# [What the exercise asks]
Filter the entries down to the lines holding "canvas", then copy those lines.

Data to use section start

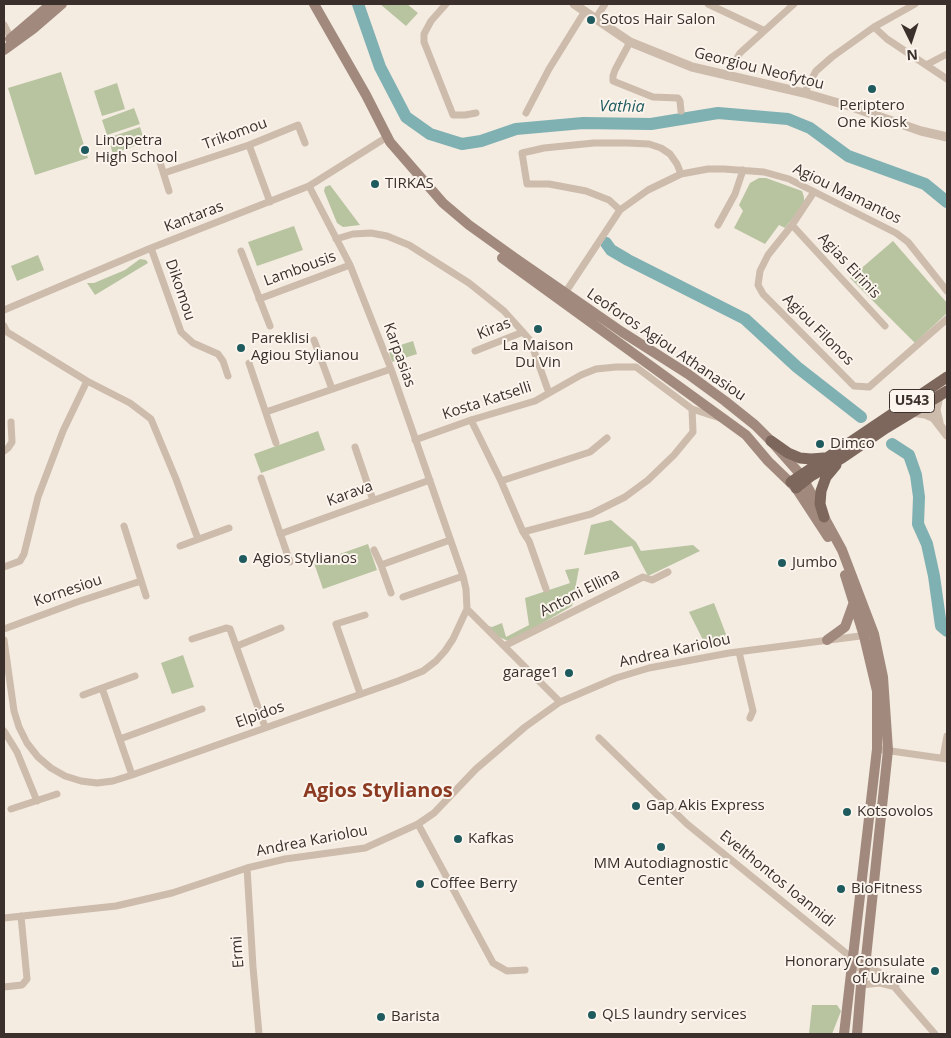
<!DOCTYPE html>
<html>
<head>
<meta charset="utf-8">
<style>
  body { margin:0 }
  #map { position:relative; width:951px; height:1038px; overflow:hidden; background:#f4ebe1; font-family:"Open Sans",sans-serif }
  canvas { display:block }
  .frame { position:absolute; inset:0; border:5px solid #3b302b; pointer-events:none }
  .north { position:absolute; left:886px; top:15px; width:50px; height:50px; -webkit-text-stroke:4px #fbf5ee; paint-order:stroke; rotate:176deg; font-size:14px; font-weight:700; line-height:20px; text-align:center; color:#3b302b }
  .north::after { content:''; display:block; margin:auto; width:18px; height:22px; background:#3b302b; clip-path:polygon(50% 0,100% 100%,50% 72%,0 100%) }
</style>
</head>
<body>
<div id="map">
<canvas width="951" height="1038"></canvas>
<div class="frame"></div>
<div class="north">N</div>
</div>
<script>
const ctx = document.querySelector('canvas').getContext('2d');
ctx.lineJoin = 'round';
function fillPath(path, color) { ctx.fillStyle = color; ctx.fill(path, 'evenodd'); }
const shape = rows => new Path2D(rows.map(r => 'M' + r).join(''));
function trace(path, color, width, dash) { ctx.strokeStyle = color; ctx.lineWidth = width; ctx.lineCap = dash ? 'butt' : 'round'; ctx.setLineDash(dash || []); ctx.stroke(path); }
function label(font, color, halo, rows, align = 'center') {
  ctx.font = font + ' "Open Sans",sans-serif'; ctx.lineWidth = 4; ctx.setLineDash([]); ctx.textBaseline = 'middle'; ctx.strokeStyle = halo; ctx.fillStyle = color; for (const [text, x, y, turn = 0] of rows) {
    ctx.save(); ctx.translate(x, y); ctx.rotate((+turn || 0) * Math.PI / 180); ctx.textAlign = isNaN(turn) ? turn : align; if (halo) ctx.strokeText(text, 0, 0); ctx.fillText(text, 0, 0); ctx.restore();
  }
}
fillPath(shape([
  [380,4,407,4,418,13,406,26],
  [61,72,88,158,35,175,8,88],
  [117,83,125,109,102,116,94,91],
  [134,108,140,124,107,135,102,120],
  [140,127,145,142,113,154,108,138],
  [759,178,766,178,802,191,804,197,804,204,785,228,779,225,765,244,734,228,743,211,739,205,750,183],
  [330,185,360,225,343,227,337,223,324,191,325,187],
  [294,226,303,250,257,266,248,242],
  [893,241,947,303,947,313,915,343,850,278],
  [38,255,44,270,17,281,11,266],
  [140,259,146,260,148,263,95,295,87,283,94,283,125,270],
  [413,341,417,354,392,362,388,349],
  [318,431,325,450,261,473,254,454],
  [611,520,636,542,641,551,693,545,700,551,648,576,632,546,584,555,591,525],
  [368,544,377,570,323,589,314,563],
  [579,568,572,606,510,642,495,635,488,626,492,627,502,623,506,637,529,625,525,598,570,583,565,570],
  [714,603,729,642,706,646,689,612],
  [183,655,194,687,172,694,161,663],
  [812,1005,837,1005,841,1011,832,1034,809,1034]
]), '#b8c4a0');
trace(shape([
  [358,4,380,67,406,117,430,134,462,144,481,141,516,129,583,123,651,124,718,113,788,119,810,128,848,156,925,184,947,202],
  [606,243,611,250,628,260,745,319,797,367,861,417],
  [892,444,909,455,916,475,919,497,918,524,927,544,934,576,941,626,947,631]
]), '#7fb0b2', 12);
trace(shape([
  [446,4,431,21,424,34,424,42,453,115,465,115,476,113],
  [708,4,763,30],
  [596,18,605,4],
  [4,25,12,40],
  [874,27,887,39,947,79],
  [630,42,615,70,613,76,613,81,653,97,678,98,680,101,681,111],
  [926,65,947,54],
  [726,76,740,53,794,4],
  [804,93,816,71,832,57,874,27,915,4],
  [526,113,549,69,585,11],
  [249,145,270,202],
  [159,159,169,191],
  [164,173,249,145,298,125,305,143],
  [814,192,792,225,768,255,760,271,758,285,763,294,854,386,869,387,947,319],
  [620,210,609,200,586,191,549,184,527,184,522,153,544,148,594,143,627,143,649,144,661,148,670,154,677,164,681,174],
  [718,225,735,194,743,170],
  [792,225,885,326],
  [336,239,353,234,371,233,387,236,409,245,469,283,504,311,530,340,549,393],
  [151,248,181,332,193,343,218,354,223,361,228,376],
  [241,251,270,326],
  [563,296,620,210,648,190,681,174,708,169,724,169,764,172,789,179,896,233,908,242,947,291],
  [259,299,350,265],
  [4,310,151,248,309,186,387,137],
  [4,326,7,332,87,381,130,403,151,419,176,479,198,539],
  [314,340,332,389],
  [475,351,523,332],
  [249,363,276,443],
  [266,412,391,369],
  [471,420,501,481,523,532,529,541,546,589],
  [415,440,471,420,535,401,581,375,596,369,616,367,636,367,692,409,720,418],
  [355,447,373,500],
  [4,451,8,448,12,442,11,422],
  [261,478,290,562],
  [501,481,590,452,607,438],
  [124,526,146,596],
  [523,532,591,514,625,497,648,480,674,455,693,432,692,409],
  [280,534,430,480],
  [180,546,229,528],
  [374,550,381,565,450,540],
  [381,565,391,593],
  [4,567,20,561,24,554,38,497,63,431,87,381],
  [403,597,463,576],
  [467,609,560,702],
  [4,629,77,602,141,581],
  [192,639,226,628,230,629,265,727],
  [4,640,14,711,19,727,27,743,38,757,51,768,65,776,81,781,97,783,113,781,132,775,398,681,423,671,436,661,445,651,453,639,467,609,466,589,463,576,391,369,361,293,350,265,309,186],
  [237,646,281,628],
  [504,646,643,577,652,580,668,572],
  [739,652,753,711,750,718],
  [102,688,135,676],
  [360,693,336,624,365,615],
  [83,695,102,688,132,775],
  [4,731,17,752,37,801],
  [599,738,687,824,852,958],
  [120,739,202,709],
  [877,749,947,759],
  [943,758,947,736],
  [11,809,57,794],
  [418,824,493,963,507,971,525,970],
  [247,868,253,967,259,1034],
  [4,918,116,906,172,893,247,868,285,859,365,848,418,824,434,813,476,769,525,727,560,702,616,678,649,668,729,653,868,635],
  [852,968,865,967,877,971,884,975,935,1034],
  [861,985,880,983,896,987],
  [4,987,22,985,27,979,21,916]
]), '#cdbbac', 7);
trace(shape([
  [574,4,630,42,692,67,804,93,849,106,921,131,947,137],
  [939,396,936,410,939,422],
  [911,412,925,414,934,418,947,435]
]), '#cdbbac', 9);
trace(shape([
  [314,4,366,95,390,142,443,203,469,225,515,258,622,332,688,374,725,401,755,425,771,441,801,475,842,550,874,634,883,677,888,750,865,967,861,985,857,1034],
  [10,39,51,4],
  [4,50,33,29,62,4],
  [502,258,746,435,768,461,796,488,828,537],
  [827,640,845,627,854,602],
  [844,1034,877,749,877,691,864,636,845,575]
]), '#a18a7d', 10);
trace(shape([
  [771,441,788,453,800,458,811,459,824,458],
  [791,482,947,377],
  [796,488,811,476,842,458,886,428,947,391],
  [824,517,820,504,821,491,826,477,836,465]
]), '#7d675c', 11);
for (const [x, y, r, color] of [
  [591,20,5,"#1f5a5e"],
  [872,89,5,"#1f5a5e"],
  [85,150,5,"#1f5a5e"],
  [375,184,5,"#1f5a5e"],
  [538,329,5,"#1f5a5e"],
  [241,348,5,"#1f5a5e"],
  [820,444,5,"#1f5a5e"],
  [243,559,5,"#1f5a5e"],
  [782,563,5,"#1f5a5e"],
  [569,673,5,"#1f5a5e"],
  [636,806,5,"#1f5a5e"],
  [847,812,5,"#1f5a5e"],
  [458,839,5,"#1f5a5e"],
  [661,847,5,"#1f5a5e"],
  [420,884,5,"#1f5a5e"],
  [841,889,5,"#1f5a5e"],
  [935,971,5,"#1f5a5e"],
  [592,1015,5,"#1f5a5e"],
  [381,1017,5,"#1f5a5e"]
]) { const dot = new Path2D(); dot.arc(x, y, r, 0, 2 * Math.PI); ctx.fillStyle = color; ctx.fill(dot); trace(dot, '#fbf5ee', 2); }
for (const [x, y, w] of [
  [912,401,45]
]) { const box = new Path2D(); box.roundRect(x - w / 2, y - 11.5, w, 23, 4); ctx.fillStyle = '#fbf5ee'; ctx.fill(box); trace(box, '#3b302b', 1); }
label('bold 14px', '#3b302b', null, [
  ["U543",912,401]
]);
label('15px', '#3b302b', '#fbf5ee', [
  ["Sotos Hair Salon",601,20],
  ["Periptero",872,106,"center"],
  ["One Kiosk",872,123,"center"],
  ["Linopetra",95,141],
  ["High School",95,158],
  ["TIRKAS",385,184],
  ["Pareklisi",251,339],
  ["Agiou Stylianou",251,356],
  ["La Maison",538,346,"center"],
  ["Du Vin",538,363,"center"],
  ["Dimco",830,444],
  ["Agios Stylianos",253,559],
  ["Jumbo",792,563],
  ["garage1",559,673,"right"],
  ["Gap Akis Express",646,806],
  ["Kotsovolos",857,812],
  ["Kafkas",468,839],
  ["MM Autodiagnostic",661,864,"center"],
  ["Center",661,881,"center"],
  ["Coffee Berry",430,884],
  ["BioFitness",851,889],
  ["Honorary Consulate",925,962,"right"],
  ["of Ukraine",925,979,"right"],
  ["QLS laundry services",602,1015],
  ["Barista",391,1017]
], 'left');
label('15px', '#3b302b', '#fbf5ee', [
  ["Georgiou Neofytou",759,69,14],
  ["Trikomou",235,134,-20],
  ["Agiou Mamantos",847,194,26],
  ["Kantaras",194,217,-21],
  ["Agias Eirinis",849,266,47],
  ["Lambousis",300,269,-20],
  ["Dikomou",180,290,71],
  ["Kiras",494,329,-22],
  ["Agiou Filonos",818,330,45],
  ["Leoforos Agiou Athanasiou",666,345,34],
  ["Karpasias",399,355,70],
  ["Kosta Katselli",487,401,-18],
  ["Karava",350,494,-20],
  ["Kornesiou",68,591,-19],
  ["Antoni Ellina",580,593,-27],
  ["Andrea Kariolou",675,651,-12],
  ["Elpidos",260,715,-20],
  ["Andrea Kariolou",312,841,-11],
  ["Evelthontos Ioannidi",777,879,39],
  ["Ermi",238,952,-94]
]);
label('italic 16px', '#1f5a5e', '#fbf5ee', [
  ["Vathia",622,107,1]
]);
label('bold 20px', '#8c3b22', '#fbf5ee', [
  ["Agios Stylianos",378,791]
]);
</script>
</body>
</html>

Data to use section end

# [Your response]
  canvas { display:block }
<canvas width="951" height="1038"></canvas>
const ctx = document.querySelector('canvas').getContext('2d');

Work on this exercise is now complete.